Beneath the concrete pavement and the bustle of the city lies the Waihorotiu Stream. It was once the lifeblood of this valley, carving out the gully millions of years ago and flowing all the way down to the harbour. Before the asphalt and the high-rises, this was a place of lush abundance. It was the water source for the village of Ngā Wharau a Tako, which sat on the ridge nearby. The stream’s mouth was a famous food basket, teeming with shellfish and fish.
But abundance can be volatile. Oral history tells us of a "children’s war" that broke out right on the mudflats where the stream met the sea. It started innocently enough. Children from two different settlements went down to spear pātiki-that is, flounder. A squabble over the catch escalated into a full-scale battle between the groups, turning a playground into a site of bloodshed.
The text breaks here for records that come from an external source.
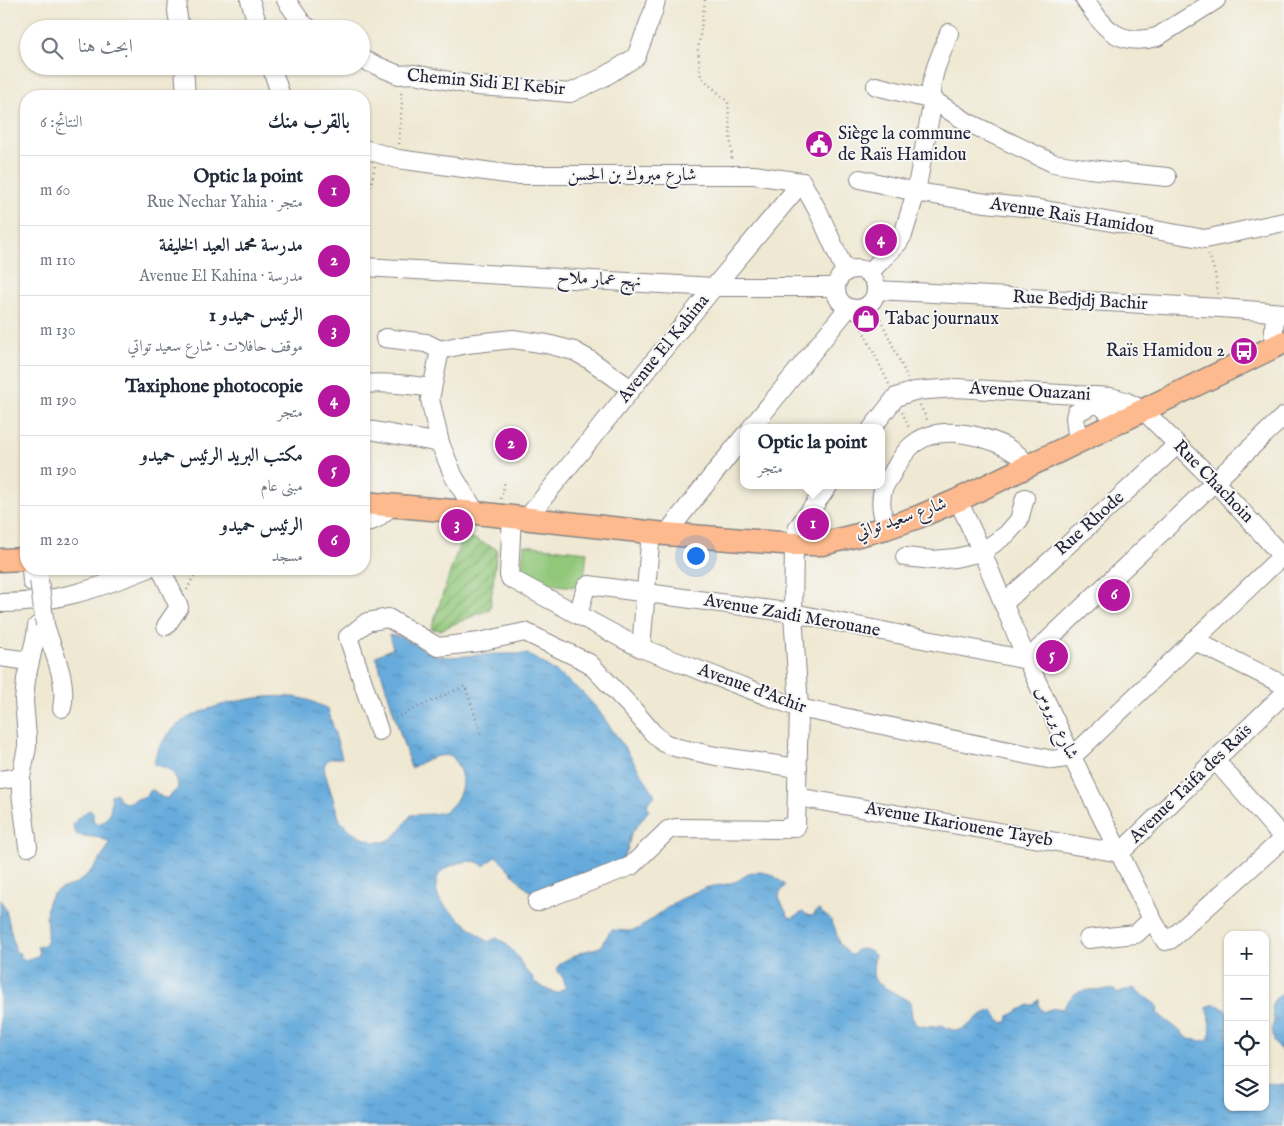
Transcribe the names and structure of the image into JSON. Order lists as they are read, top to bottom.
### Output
{
  "streets": {
    "main road": ["شارع سعيد تواتي"],
    "street": [
      "Chemin Sidi El Kebir",
      "شارع مبروك بن الحسن",
      "Avenue Raïs Hamidou",
      "نهج عمار ملاح",
      "Rue Bedjdj Bachir",
      "Avenue El Kahina",
      "Avenue Ouazani",
      "Rue Chachoin",
      "Rue Rhode",
      "Avenue Zaidi Merouane",
      "Avenue d'Achir",
      "شارع بربروس",
      "Avenue Taifa des Raïs",
      "Avenue Ikariouene Tayeb"
    ]
  },
  "crossings": [
    ["شارع مبروك بن الحسن", "Avenue El Kahina"],
    ["نهج عمار ملاح", "Rue Bedjdj Bachir"],
    ["نهج عمار ملاح", "Avenue El Kahina"],
    ["Avenue El Kahina", "شارع سعيد تواتي"],
    ["Avenue El Kahina", "Avenue d'Achir"],
    ["Avenue Ouazani", "Rue Chachoin"],
    ["Avenue Ouazani", "شارع سعيد تواتي"],
    ["Rue Chachoin", "شارع سعيد تواتي"],
    ["Rue Chachoin", "Rue Rhode"],
    ["شارع سعيد تواتي", "Avenue d'Achir"],
    ["شارع سعيد تواتي", "شارع بربروس"],
    ["Rue Rhode", "شارع بربروس"],
    ["Avenue Zaidi Merouane", "Avenue d'Achir"],
    ["Avenue Zaidi Merouane", "شارع بربروس"],
    ["Avenue d'Achir", "شارع بربروس"],
    ["شارع بربروس", "Avenue Taifa des Raïs"],
    ["شارع بربروس", "Avenue Ikariouene Tayeb"],
    ["Avenue Taifa des Raïs", "Avenue Ikariouene Tayeb"]
  ],
  "places": {
    "public building": ["Siège la commune de Raïs Hamidou"],
    "shop": ["Tabac journaux"],
    "bus stop": ["Raïs Hamidou 2"]
  },
  "page": {
    "search": "ابحث هنا",
    "heading": ["بالقرب منك", "النتائج: 6"],
    "list": [
      {
        "mark": "1",
        "name": "Optic la point",
        "note": "متجر · Rue Nechar Yahia",
        "value": "60 m"
      },
      {
        "mark": "2",
        "name": "مدرسة محمد العيد الخليفة",
        "note": "مدرسة · Avenue El Kahina",
        "value": "110 m"
      },
      {
        "mark": "3",
        "name": "الرئيس حميدو 1",
        "note": "موقف حافلات · شارع سعيد تواتي",
        "value": "130 m"
      },
      {
        "mark": "4",
        "name": "Taxiphone photocopie",
        "note": "متجر",
        "value": "190 m"
      },
      {
        "mark": "5",
        "name": "مكتب البريد الرئيس حميدو",
        "note": "مبنى عام",
        "value": "190 m"
      },
      {
        "mark": "6",
        "name": "الرئيس حميدو",
        "note": "مسجد",
        "value": "220 m"
      }
    ],
    "pins": [
      "4",
      "2",
      "1",
      "3",
      "6",
      "5"
    ],
    "popup": ["Optic la point", "متجر"],
    "map_buttons": ["+", "−"]
  }
}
As European settlers arrived, the stream’s fate took a darker, grimier turn. As the city expanded, the clear waters of the Waihorotiu were treated as a convenient drain. By the mid-19th century, it was known as the "Ligar Canal," named after the Surveyor General Charles Ligar, who tried to tame the stream with sound walls. It didn’t work.
The "canal" became an open sewer, famously described by locals as a "pestiferous ditch." It was a receptacle for every imaginable filth. By 1911, the situation was the stuff of nightmares. A City Council inspector found that hotel kitchen staff were working knee-deep in sewage when the drains backed up. In one particularly stomach-churning incident, a inspector discovered a Queen Street baker’s shop where sewage was dripping from leaking pipes directly onto the tables where dough was being prepared. It gives a whole new meaning to "local flavor," doesn't it?
Charles Ligar, the man whose name became synonymous with this incompetence and stench, eventually retired to a ranch in Texas. He got the wide-open spaces; Auckland got the smell.
Eventually, the stream was bricked over and buried, but it never really left. In Māori mythology, this stream is the home of Horotiu, a taniwha. A taniwha is a powerful local nature spirit or guardian, often depicted as a dragon or serpent-like creature in the water. For decades, city planners ignored Horotiu, assuming that burying the stream buried the spirit too.
That changed in 2011 during the planning for the City Rail Link. Glen Wilcox, a representative for the local Māori people, challenged the council by asking, "What's being done about the taniwha Horotiu who lives just outside here?" He warned that the new train tunnels would cut directly through the taniwha’s rohe-his spiritual domain or territory. One councillor accused him of dropping a "T-bomb" to stall the project, but it forced a serious conversation. It proved that even under layers of concrete, the mana whenua-the indigenous people with authority over this land-and their guardians were still very much part of the city’s fabric.
Today, the stream has a new voice through the artwork you see here, called Waimahara. Created by artist Graham Tipene, it uses sensors to listen for specific songs. If you sing the correct melody, the artwork responds with light and sound, allowing you to literally sing to the river that still flows beneath your feet.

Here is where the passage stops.